Data extracted from a collection
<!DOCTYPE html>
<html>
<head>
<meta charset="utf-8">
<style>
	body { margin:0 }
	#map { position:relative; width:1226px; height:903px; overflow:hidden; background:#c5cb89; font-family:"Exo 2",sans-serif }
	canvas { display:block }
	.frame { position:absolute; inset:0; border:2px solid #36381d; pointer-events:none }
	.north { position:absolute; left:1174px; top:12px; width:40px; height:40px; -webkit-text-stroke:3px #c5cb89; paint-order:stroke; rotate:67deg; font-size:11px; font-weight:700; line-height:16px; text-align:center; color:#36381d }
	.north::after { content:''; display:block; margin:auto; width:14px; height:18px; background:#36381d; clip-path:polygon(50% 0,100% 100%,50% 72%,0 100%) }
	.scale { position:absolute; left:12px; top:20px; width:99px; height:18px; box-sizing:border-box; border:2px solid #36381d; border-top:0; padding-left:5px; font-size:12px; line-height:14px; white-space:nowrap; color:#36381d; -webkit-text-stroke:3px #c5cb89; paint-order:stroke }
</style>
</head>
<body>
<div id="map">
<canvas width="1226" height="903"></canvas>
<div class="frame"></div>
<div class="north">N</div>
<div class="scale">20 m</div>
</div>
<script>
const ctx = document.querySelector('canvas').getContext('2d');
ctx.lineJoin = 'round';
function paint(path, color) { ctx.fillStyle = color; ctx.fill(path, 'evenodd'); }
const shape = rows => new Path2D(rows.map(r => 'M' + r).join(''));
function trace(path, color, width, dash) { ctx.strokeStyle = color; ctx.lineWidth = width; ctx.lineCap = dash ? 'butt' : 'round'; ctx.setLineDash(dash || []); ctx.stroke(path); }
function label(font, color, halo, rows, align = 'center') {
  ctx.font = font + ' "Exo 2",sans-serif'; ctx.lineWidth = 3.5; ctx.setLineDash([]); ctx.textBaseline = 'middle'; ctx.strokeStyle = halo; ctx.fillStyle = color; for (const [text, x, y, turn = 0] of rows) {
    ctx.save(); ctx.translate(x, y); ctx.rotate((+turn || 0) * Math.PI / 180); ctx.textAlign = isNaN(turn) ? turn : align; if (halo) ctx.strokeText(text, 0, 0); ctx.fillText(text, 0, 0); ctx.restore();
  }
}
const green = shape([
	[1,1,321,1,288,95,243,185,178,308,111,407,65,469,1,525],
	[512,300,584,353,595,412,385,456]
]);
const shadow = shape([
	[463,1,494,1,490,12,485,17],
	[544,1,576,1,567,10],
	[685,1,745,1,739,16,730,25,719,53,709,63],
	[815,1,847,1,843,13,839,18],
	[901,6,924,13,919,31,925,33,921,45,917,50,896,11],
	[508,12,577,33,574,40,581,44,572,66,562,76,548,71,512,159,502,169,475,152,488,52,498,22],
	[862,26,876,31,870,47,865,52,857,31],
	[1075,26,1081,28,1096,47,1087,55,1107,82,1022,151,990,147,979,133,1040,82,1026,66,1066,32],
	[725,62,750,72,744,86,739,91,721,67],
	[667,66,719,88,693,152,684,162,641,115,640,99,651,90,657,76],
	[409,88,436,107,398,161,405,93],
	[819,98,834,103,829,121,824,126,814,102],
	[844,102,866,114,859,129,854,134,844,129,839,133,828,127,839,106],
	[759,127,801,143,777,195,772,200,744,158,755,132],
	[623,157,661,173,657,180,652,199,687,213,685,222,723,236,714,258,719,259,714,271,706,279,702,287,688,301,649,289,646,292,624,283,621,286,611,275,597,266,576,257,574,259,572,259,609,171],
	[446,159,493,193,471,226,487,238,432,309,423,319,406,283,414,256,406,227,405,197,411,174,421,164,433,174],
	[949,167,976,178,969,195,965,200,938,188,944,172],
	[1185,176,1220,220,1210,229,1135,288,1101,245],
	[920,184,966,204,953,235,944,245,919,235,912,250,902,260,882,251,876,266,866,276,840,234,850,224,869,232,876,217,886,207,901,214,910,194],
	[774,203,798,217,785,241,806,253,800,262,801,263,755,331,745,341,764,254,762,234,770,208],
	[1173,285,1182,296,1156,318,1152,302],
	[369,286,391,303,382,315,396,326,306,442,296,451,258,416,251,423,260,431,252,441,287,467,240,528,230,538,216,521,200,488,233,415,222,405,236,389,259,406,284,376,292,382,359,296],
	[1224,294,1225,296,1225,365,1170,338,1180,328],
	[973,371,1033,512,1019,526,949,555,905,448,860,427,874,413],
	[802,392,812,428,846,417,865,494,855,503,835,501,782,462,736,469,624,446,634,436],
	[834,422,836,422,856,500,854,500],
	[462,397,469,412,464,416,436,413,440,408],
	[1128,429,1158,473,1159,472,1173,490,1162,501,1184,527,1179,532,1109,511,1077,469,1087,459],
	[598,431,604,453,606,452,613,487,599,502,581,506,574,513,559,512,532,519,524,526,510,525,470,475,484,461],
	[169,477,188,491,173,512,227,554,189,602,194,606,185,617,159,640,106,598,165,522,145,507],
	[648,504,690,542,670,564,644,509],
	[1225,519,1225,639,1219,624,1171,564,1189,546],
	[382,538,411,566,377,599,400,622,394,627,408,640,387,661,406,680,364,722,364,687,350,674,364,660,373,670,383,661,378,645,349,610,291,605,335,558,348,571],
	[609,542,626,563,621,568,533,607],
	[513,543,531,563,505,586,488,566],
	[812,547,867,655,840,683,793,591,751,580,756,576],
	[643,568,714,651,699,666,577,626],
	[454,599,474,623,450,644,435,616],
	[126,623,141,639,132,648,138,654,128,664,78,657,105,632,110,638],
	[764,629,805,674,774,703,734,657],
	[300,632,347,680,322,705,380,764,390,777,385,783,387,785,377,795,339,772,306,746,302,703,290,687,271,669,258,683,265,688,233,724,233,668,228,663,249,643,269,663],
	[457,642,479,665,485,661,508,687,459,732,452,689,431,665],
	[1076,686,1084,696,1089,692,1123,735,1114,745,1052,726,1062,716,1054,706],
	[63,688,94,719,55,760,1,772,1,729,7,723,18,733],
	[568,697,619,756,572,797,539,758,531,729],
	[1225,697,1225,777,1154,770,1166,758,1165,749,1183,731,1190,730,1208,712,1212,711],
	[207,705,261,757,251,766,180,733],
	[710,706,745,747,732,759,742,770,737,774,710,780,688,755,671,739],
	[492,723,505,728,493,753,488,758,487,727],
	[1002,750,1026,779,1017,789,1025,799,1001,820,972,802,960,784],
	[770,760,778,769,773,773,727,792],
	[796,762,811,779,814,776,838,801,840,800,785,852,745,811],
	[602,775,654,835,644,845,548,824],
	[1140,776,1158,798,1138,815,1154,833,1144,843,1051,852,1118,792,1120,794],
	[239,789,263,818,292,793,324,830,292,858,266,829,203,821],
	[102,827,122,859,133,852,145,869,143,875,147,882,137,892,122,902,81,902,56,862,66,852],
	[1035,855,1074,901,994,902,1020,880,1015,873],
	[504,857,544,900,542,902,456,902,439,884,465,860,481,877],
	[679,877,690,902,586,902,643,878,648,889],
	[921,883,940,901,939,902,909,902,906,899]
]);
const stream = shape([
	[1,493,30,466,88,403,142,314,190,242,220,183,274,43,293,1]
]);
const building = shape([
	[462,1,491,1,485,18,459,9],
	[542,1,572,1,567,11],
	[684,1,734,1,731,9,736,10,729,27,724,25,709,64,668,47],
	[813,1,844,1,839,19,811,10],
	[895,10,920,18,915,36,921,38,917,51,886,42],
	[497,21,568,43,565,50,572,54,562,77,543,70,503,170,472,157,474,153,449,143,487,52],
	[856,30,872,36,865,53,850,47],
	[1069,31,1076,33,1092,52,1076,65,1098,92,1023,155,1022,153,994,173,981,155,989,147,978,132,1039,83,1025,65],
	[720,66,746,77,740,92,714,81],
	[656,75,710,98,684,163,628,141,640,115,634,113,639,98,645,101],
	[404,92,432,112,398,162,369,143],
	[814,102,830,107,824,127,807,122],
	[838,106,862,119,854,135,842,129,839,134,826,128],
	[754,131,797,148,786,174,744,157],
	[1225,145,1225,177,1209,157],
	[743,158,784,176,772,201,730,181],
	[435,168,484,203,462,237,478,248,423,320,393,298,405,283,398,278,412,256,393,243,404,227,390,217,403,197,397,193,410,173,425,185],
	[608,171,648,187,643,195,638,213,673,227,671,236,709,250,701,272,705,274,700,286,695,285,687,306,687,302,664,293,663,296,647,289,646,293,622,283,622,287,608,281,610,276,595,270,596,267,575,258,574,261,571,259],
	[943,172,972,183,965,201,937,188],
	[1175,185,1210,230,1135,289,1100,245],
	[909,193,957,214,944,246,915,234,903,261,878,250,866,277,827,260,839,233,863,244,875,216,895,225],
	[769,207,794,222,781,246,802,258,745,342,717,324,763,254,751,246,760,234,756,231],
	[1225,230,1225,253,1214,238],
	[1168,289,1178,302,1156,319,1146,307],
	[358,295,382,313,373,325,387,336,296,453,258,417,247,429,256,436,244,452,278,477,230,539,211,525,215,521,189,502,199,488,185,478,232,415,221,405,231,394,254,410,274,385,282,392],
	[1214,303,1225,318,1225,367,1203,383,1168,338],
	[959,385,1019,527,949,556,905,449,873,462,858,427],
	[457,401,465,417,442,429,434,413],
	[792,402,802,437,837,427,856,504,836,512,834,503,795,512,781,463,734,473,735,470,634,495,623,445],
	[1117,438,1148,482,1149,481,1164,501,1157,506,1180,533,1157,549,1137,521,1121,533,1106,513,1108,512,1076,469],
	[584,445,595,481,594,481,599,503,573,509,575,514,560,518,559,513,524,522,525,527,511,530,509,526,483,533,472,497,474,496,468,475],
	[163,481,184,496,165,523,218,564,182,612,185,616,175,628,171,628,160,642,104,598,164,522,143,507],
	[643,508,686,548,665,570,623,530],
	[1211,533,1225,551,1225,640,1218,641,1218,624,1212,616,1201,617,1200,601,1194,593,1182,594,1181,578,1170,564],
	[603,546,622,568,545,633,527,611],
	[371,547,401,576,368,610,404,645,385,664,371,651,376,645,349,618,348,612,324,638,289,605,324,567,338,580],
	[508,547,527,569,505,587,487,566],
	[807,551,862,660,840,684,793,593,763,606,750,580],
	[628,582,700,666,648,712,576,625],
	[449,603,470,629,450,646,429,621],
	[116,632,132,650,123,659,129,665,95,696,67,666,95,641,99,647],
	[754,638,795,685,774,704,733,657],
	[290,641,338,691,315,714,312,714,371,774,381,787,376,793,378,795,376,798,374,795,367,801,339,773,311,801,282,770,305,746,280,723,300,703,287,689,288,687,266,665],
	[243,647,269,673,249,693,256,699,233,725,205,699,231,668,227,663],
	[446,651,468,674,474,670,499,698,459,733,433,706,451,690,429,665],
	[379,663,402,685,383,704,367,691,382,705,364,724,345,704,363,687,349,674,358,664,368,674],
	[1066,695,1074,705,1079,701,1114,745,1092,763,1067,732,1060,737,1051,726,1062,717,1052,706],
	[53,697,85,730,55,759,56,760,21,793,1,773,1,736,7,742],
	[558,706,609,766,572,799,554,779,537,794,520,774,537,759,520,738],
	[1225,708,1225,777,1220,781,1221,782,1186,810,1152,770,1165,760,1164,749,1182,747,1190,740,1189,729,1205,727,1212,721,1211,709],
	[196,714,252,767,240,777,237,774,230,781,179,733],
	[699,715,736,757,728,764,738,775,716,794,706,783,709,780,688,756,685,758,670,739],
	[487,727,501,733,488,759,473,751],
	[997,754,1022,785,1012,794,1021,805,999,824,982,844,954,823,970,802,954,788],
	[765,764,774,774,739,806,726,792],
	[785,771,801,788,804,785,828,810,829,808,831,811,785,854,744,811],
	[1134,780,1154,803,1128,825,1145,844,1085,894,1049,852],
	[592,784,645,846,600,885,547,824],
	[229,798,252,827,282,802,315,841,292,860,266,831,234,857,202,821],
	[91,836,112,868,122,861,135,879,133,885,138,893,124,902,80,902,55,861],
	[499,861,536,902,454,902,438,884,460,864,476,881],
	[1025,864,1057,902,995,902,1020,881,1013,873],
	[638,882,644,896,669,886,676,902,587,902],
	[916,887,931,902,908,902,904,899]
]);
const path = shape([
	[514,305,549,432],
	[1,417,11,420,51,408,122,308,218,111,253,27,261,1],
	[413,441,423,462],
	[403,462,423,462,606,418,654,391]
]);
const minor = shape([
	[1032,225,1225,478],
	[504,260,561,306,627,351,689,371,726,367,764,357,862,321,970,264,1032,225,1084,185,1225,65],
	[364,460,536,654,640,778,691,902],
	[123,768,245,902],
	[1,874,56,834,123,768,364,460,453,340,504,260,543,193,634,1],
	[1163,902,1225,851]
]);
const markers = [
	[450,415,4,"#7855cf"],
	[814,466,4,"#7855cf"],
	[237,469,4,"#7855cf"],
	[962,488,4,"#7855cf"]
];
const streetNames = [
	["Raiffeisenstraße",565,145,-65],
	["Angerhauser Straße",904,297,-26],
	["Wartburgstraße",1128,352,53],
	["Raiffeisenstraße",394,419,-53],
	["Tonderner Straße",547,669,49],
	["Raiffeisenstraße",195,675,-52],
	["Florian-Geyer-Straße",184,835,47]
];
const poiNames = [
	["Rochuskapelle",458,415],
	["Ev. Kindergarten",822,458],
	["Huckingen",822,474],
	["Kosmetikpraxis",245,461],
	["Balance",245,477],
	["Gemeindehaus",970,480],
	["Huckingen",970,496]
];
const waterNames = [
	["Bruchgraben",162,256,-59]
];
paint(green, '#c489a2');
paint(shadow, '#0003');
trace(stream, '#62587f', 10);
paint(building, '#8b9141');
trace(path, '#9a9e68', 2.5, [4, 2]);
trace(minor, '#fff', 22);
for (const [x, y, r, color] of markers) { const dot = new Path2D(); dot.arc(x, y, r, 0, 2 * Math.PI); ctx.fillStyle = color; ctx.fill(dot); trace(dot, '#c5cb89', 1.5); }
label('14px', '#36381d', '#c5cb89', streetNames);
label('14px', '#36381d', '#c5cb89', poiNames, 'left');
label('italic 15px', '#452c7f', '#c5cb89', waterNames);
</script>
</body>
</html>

### Task requirements
List, from the entries above, every line in which the word "setLineDash" shows up.

### Result of the task
function trace(path, color, width, dash) { ctx.strokeStyle = color; ctx.lineWidth = width; ctx.lineCap = dash ? 'butt' : 'round'; ctx.setLineDash(dash || []); ctx.stroke(path); }
  ctx.font = font + ' "Exo 2",sans-serif'; ctx.lineWidth = 3.5; ctx.setLineDash([]); ctx.textBaseline = 'middle'; ctx.strokeStyle = halo; ctx.fillStyle = color; for (const [text, x, y, turn = 0] of rows) {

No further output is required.